The screen faded to blackness and I rewound the video and paused it. Looking at the devices strapped to her body.
‘They look genuine to you?’ asked Sam.
‘Yup,’ I replied.
‘We have to tell the police, then.’
‘Can’t do that,’ Del Rio said softly.
Sam held his hands up. ‘We can’t let a walking bomb get on the London Underground.’
‘We go to the police and they’ll kill her,’ I said to Sam.
‘What is it they call it – collateral damage?’ he persisted.
‘They’re not going to do anything, Sam. They want the money, is all. It’s business.’

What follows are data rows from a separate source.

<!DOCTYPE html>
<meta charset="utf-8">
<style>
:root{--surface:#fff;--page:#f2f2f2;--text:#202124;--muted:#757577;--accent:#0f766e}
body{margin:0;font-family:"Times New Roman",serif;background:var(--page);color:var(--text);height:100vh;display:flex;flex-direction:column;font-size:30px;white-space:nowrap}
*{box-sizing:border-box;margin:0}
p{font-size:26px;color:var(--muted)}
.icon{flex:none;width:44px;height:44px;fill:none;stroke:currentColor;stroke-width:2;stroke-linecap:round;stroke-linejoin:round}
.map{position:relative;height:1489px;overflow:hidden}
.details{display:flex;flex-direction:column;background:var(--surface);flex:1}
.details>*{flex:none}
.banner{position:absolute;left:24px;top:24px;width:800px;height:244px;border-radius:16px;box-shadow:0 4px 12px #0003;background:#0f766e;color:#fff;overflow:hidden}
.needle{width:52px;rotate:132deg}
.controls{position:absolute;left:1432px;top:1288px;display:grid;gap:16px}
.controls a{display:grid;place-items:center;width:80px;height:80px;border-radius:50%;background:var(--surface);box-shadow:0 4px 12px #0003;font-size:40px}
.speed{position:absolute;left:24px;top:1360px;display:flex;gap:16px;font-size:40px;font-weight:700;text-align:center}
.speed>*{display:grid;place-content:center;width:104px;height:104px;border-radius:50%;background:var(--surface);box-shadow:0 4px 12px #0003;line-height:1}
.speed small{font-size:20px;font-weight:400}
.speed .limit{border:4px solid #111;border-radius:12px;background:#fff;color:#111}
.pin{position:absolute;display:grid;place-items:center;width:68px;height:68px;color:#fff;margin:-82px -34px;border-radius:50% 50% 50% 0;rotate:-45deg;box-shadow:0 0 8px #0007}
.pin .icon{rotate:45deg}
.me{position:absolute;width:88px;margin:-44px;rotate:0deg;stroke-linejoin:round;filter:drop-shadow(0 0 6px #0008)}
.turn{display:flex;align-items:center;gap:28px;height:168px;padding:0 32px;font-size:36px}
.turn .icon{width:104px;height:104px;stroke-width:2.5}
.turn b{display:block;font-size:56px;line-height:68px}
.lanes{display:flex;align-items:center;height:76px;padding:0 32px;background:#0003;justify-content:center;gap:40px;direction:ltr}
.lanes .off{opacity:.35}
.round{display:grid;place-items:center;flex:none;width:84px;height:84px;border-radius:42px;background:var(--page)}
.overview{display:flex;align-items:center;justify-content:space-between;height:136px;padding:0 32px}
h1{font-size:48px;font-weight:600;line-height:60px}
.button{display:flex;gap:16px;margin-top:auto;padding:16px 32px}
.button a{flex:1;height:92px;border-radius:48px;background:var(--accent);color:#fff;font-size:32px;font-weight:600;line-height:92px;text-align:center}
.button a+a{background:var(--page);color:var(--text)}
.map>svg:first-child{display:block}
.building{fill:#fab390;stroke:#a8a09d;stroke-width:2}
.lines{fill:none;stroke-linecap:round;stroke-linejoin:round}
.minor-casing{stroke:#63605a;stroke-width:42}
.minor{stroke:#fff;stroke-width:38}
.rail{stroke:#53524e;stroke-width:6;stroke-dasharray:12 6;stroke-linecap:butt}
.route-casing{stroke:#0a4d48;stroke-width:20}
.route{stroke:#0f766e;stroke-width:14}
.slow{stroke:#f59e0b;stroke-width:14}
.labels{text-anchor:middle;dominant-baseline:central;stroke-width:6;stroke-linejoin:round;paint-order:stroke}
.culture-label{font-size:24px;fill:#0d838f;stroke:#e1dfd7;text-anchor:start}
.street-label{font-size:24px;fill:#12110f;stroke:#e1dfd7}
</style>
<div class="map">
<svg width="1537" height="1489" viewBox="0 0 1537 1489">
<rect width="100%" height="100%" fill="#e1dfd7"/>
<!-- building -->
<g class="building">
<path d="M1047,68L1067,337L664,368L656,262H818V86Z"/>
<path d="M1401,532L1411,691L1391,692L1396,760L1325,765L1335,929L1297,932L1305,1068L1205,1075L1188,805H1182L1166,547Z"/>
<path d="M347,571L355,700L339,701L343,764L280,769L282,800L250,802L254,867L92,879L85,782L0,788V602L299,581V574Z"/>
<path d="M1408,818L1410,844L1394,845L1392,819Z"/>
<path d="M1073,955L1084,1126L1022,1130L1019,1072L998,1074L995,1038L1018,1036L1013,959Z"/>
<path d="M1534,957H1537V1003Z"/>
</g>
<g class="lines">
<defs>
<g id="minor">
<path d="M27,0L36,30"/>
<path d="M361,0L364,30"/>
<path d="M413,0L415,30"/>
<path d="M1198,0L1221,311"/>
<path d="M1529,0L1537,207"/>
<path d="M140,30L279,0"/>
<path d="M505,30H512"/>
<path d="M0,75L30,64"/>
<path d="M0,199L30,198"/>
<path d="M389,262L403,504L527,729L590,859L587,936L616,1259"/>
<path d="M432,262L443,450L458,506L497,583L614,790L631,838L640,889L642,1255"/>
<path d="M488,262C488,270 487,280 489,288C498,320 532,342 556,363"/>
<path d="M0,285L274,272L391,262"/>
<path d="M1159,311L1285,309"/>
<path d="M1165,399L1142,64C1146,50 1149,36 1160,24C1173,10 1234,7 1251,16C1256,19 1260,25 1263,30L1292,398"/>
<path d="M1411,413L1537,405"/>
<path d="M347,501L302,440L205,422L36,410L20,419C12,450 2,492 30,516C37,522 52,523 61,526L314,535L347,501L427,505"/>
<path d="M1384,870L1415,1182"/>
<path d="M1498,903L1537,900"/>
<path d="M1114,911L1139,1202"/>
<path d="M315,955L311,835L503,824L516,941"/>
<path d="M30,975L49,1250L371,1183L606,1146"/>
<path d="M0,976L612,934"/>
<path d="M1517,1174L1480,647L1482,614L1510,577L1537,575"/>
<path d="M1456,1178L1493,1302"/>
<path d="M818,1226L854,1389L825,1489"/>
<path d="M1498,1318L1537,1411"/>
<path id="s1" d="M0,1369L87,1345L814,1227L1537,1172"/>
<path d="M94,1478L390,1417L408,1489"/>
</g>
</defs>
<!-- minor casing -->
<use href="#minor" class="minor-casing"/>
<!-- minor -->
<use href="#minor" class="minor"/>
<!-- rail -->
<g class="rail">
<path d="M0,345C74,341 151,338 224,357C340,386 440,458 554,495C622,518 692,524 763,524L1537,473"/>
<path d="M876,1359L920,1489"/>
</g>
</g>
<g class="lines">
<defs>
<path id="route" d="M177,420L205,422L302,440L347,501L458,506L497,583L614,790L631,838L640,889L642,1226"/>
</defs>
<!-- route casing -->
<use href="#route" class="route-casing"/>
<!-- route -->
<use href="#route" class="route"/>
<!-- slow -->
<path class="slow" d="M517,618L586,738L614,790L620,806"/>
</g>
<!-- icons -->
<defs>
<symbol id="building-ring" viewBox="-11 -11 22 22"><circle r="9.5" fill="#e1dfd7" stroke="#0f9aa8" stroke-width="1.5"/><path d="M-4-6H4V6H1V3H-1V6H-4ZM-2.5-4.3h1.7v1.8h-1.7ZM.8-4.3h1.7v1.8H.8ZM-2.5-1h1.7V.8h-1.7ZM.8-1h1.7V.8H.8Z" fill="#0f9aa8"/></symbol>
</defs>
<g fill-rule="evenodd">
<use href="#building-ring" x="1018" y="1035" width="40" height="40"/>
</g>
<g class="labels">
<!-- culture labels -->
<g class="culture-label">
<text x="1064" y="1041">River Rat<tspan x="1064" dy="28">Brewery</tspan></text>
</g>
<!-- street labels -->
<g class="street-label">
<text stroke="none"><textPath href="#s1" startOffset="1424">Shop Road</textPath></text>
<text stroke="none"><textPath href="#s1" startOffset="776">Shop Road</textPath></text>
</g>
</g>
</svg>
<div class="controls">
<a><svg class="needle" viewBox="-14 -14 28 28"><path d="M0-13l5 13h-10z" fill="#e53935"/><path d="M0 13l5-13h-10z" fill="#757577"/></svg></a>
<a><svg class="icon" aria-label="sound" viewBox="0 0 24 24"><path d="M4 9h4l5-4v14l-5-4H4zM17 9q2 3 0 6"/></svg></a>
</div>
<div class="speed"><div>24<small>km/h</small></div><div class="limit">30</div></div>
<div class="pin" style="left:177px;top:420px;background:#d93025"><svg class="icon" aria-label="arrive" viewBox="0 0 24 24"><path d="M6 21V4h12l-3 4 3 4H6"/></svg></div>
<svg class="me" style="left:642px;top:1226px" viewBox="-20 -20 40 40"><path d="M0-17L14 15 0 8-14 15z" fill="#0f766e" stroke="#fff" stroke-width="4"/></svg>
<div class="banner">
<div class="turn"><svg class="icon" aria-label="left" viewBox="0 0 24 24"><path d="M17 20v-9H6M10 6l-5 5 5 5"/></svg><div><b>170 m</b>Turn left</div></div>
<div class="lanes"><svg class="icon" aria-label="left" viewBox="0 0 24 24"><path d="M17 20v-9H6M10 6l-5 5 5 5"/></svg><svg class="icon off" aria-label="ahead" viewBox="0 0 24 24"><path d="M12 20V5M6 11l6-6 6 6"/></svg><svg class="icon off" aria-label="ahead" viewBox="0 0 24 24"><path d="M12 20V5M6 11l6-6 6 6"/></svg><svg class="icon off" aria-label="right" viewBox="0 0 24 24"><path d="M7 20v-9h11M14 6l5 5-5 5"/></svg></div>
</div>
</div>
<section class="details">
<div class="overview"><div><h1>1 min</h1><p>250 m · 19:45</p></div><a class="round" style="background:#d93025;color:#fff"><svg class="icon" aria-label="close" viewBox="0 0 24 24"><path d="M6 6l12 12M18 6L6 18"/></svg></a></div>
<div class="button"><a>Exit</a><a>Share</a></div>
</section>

Del Rio worked his jaw muscles again. ‘We have to protect the client,’ he said. ‘That’s our job here. We save the girl.’
Chapter 69
HARLAN SHAPIRO HAD barely said three words to me since our first meeting earlier that morning.
Sam and Del Rio had driven us to the Finchley Road Tube station and we had been sitting on the seat as we’d been told, for some twenty-five minutes. It was five minutes to two. I had looked at my watch seconds earlier. But I checked it again, anyway. Hard to be perfectly calm when a bomb is thundering up the Metropolitan Line on its way for a date with you.
We had been put between a rock and a very hard place. If Hannah was indeed on the train then theoretically we could have placed operatives at all stations on the Metropolitan Line between Finchly Road and the four terminuses it finished at: Uxbridge, Watford, Chesham and Amersham.
We had the manpower for that. But the Metropolitan Line intersected with other lines on the Underground at many stations and with the overland mainline services at Harrow-on-the-Hill. Meaning that the kidnappers could start their journey potentially from anywhere in London and still end up heading towards us on the eastbound train that was due in five minutes. Private had a lot of resources but we didn’t have enough for that, not in the time available to us.